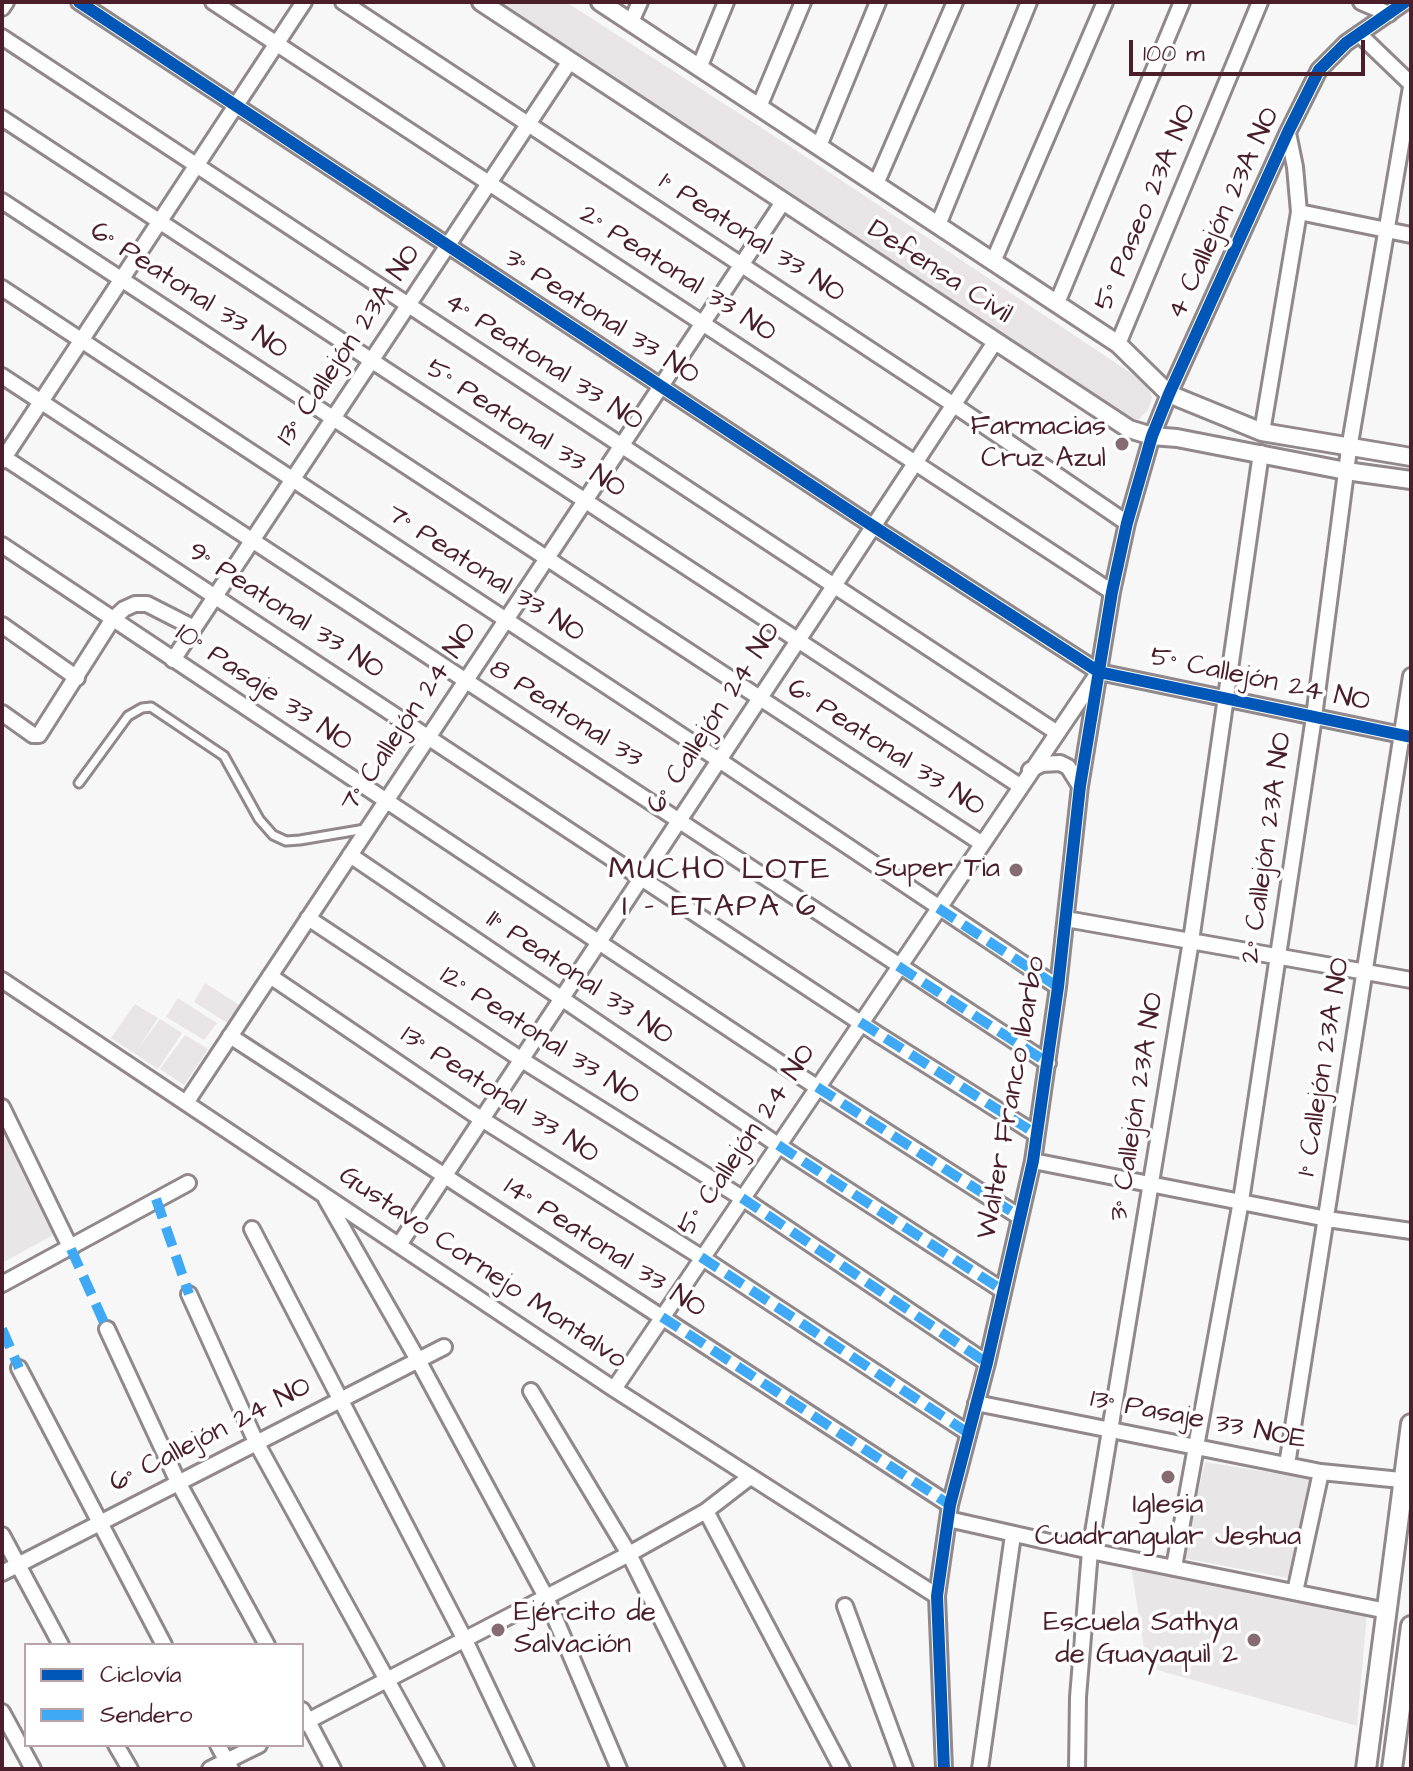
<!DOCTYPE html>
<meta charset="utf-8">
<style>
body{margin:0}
#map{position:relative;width:1413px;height:1771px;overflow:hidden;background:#f7f7f7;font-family:"Architects Daughter",sans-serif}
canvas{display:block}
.frame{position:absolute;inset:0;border:4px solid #4a1f2b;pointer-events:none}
.legend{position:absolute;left:24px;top:1643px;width:280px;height:104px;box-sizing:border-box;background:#fff;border:2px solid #b7a5aa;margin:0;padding:10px 14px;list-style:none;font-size:24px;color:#4a1f2b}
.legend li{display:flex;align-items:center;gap:16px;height:40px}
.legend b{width:40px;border:2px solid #b7a5aa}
.scale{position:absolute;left:1129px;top:40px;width:236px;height:36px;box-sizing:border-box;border:4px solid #4a1f2b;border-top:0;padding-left:10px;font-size:24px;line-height:28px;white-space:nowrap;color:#4a1f2b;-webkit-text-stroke:6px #fff;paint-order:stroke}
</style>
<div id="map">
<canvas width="1413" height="1771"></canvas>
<div class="frame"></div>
<ul class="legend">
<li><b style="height:10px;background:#0057b8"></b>Ciclovía</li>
<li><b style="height:10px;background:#3fa9f5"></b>Sendero</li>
</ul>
<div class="scale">100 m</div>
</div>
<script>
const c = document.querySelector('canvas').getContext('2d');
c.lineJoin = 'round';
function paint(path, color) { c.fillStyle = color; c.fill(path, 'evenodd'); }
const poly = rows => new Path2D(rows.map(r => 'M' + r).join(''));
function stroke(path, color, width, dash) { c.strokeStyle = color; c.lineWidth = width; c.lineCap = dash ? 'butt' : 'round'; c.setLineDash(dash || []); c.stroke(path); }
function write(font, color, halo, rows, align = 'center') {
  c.font = font + ' "Architects Daughter",sans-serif'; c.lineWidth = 7; c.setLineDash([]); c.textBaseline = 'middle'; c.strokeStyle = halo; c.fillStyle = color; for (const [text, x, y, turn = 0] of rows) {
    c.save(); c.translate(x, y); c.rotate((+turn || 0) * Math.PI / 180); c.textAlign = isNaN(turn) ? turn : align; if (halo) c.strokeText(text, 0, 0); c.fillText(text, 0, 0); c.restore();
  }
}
paint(poly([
 [9,1133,55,1234,2,1263,2,1135],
 [1205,1462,1311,1479,1292,1579,1183,1558],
 [1131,1566,1367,1613,1357,1726,1147,1667]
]), '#e9e6e7');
paint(poly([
 [491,2,566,2,785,143,1149,385,1152,398,1148,410,1139,419,1125,419],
 [205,983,244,1008,232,1026,194,1002],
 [178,998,217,1023,204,1040,166,1017],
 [135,1004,158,1018,136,1052,160,1019,182,1033,158,1069,111,1038],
 [185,1035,208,1049,184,1085,160,1069]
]), '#e9e5e6');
const service = poly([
 [79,783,128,716,142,708,151,707,224,756,259,819,273,835,286,841,300,840,365,829]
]);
const minor = poly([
 [79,2,862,519,1099,672,1411,737],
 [213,2,1112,592],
 [343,2,954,405,1127,523],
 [1361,2,1389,14],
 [2,8,6,2],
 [631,22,640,2],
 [1359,34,1411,84],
 [2,37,1056,732],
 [699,68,726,2],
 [759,107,803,2],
 [2,118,1020,786],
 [819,146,878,2],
 [876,184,955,2],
 [2,201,981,843],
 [1299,212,1411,235],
 [938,225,1029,2],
 [993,262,1105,2],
 [2,288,719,760,1058,987],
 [1057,303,1182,2],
 [1118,344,1260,2],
 [2,376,1048,1063],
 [1262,432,1299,212,1295,167,1288,133],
 [2,456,879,1035,1036,1134],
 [2,461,304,2],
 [2,545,806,1080,1020,1217],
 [2,625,77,678],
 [173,660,570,61],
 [2,713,33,735,39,735,112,620,124,609,135,604,147,604,194,628],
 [1030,770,1042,764,1060,763,1068,767,1080,786],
 [350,855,778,1145,1002,1290],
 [308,918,522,1060,742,1198,987,1363],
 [1066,919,1411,980],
 [270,976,472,1113,701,1257,968,1433],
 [2,980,614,1389,937,1596],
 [230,1036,950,1505],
 [186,1103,783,202],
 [2,1107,71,1249],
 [1033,1161,1327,1219,1411,1231],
 [326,1199,418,1360,546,1597,619,1769],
 [252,1229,464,1638,526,1769],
 [399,1245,995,342],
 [2,1284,188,1183],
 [189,1294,256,1442,436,1769],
 [107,1329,178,1482,267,1645],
 [19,1368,164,1645],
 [614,1389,1096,676],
 [531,1391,629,1554,736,1769],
 [976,1403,1321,1472,1411,1481],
 [1287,1465,1411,676],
 [706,1511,842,1769],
 [948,1519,1090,1551,1387,1611],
 [2,1535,61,1645],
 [1174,1567,1241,1201,1314,717,1349,449,1411,87],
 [2,1573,444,1347],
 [1295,1592,1321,1472],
 [845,1606,905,1769],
 [302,1710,333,1769],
 [2,1712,33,1769],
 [302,1724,629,1554,706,1511,750,1477],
 [116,1745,130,1769],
 [218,1745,231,1769],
 [210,1769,259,1745],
 [944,1769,937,1596,950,1505,987,1363,1033,1161,1058,987,1080,786,1112,592,1127,523,1152,436,1169,394,1288,132,1319,70,1346,43,1405,2],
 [980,1769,1013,1535],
 [1077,1769,1078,1697,1090,1551,1191,941,1261,453]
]);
const tertiary = poly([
 [481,2,1129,429,1152,436,1177,438,1346,471,1411,480],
 [600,2,1118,344,1169,394,1262,432,1411,457]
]);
const secondary = poly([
 [1366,1769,1411,1424],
 [1392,1769,1411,1626]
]);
stroke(service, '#90888a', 13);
stroke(minor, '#90888a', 20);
stroke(tertiary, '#90888a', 22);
stroke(secondary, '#90888a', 24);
stroke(service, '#fefefe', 7);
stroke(minor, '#fefefe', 14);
stroke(tertiary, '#fefefe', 16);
stroke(secondary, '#fefefe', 18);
stroke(poly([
 [938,908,1058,987],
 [898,966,1048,1063],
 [860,1022,1036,1134],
 [817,1087,1020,1217],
 [778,1145,1002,1290],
 [742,1198,987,1363],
 [156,1199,189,1294],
 [71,1249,107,1329],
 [701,1257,968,1433],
 [662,1317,950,1505],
 [2,1329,19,1368]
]), '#3fa9f5', 10, [20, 10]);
stroke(poly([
 [79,2,862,519,1099,672,1411,737],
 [944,1769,937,1596,950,1505,987,1363,1033,1161,1058,987,1080,786,1112,592,1127,523,1152,436,1169,394,1288,132,1319,70,1346,43,1405,2]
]), '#0057b8', 12);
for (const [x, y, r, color] of [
 [1122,444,8,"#876b72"],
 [1016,870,8,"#876b72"],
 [1168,1477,8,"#876b72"],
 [498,1630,8,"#876b72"],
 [1254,1640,8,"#876b72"]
]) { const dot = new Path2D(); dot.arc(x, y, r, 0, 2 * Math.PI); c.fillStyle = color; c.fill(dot); stroke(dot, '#fff', 3); }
write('28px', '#4a1f2b', '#fff', [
 ["5° Paseo 23A NO",1147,208,-67],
 ["4 Callejón 23A NO",1225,214,-65],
 ["1° Peatonal 33 NO",751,239,33],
 ["Defensa Civil",939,273,33],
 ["2° Peatonal 33 NO",677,275,33],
 ["6° Peatonal 33 NO",188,292,33],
 ["3° Peatonal 33 NO",601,318,33],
 ["13° Callejón 23A NO",350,346,-56],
 ["4° Peatonal 33 NO",543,363,33],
 ["5° Peatonal 33 NO",525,430,33],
 ["7° Peatonal 33 NO",485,575,33],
 ["9° Peatonal 33 NO",285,612,33],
 ["5° Callejón 24 NO",1260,681,12],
 ["10° Pasaje 33 NO",263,689,34],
 ["8 Peatonal 33",565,715,33],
 ["7° Callejón 24 NO",410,718,-56],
 ["6° Callejón 24 NO",715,719,-57],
 ["6° Peatonal 33 NO",885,749,33],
 ["2° Callejón 23A NO",1268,848,-82],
 ["11° Peatonal 33 NO",579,979,34],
 ["12° Peatonal 33 NO",539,1037,33],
 ["1° Callejón 23A NO",1325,1067,-81],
 ["13° Peatonal 33 NO",499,1096,33],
 ["Walter Franco Ibarbo",1013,1098,-80],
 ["3° Callejón 23A NO",1138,1107,-81],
 ["5° Callejón 24 NO",748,1141,-56],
 ["14° Peatonal 33 NO",604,1249,33],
 ["Gustavo Cornejo Montalvo",482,1269,34],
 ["13° Pasaje 33 NOE",1198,1421,11],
 ["6° Callejón 24 NO",211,1436,-27]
]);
write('28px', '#4a1f2b', '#fff', [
 ["Farmacias",1106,428],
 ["Cruz Azul",1106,460],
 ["Super Tia",1000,870],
 ["Iglesia",1168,1506,"center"],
 ["Cuadrangular Jeshua",1168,1538,"center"],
 ["Ejército de",514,1614,"left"],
 ["Salvación",514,1646,"left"],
 ["Escuela Sathya",1238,1624],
 ["de Guayaquil 2",1238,1656]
], 'right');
c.letterSpacing = '2px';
write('32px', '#4a1f2b', '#fff', [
 ["MUCHO LOTE",720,871],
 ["I - ETAPA 6",720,908]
]);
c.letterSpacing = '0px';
</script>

▶ [Action item] Only the lines above starting with the one with "function write(font, color, halo, rows, align" and going through the one with "[185,1035,208,1049,184,1085,160,1069]" are to be copied, word for word and with both ends kept.

▶ [Expected output]
function write(font, color, halo, rows, align = 'center') {
  c.font = font + ' "Architects Daughter",sans-serif'; c.lineWidth = 7; c.setLineDash([]); c.textBaseline = 'middle'; c.strokeStyle = halo; c.fillStyle = color; for (const [text, x, y, turn = 0] of rows) {
    c.save(); c.translate(x, y); c.rotate((+turn || 0) * Math.PI / 180); c.textAlign = isNaN(turn) ? turn : align; if (halo) c.strokeText(text, 0, 0); c.fillText(text, 0, 0); c.restore();
  }
}
paint(poly([
 [9,1133,55,1234,2,1263,2,1135],
 [1205,1462,1311,1479,1292,1579,1183,1558],
 [1131,1566,1367,1613,1357,1726,1147,1667]
]), '#e9e6e7');
paint(poly([
 [491,2,566,2,785,143,1149,385,1152,398,1148,410,1139,419,1125,419],
 [205,983,244,1008,232,1026,194,1002],
 [178,998,217,1023,204,1040,166,1017],
 [135,1004,158,1018,136,1052,160,1019,182,1033,158,1069,111,1038],
 [185,1035,208,1049,184,1085,160,1069]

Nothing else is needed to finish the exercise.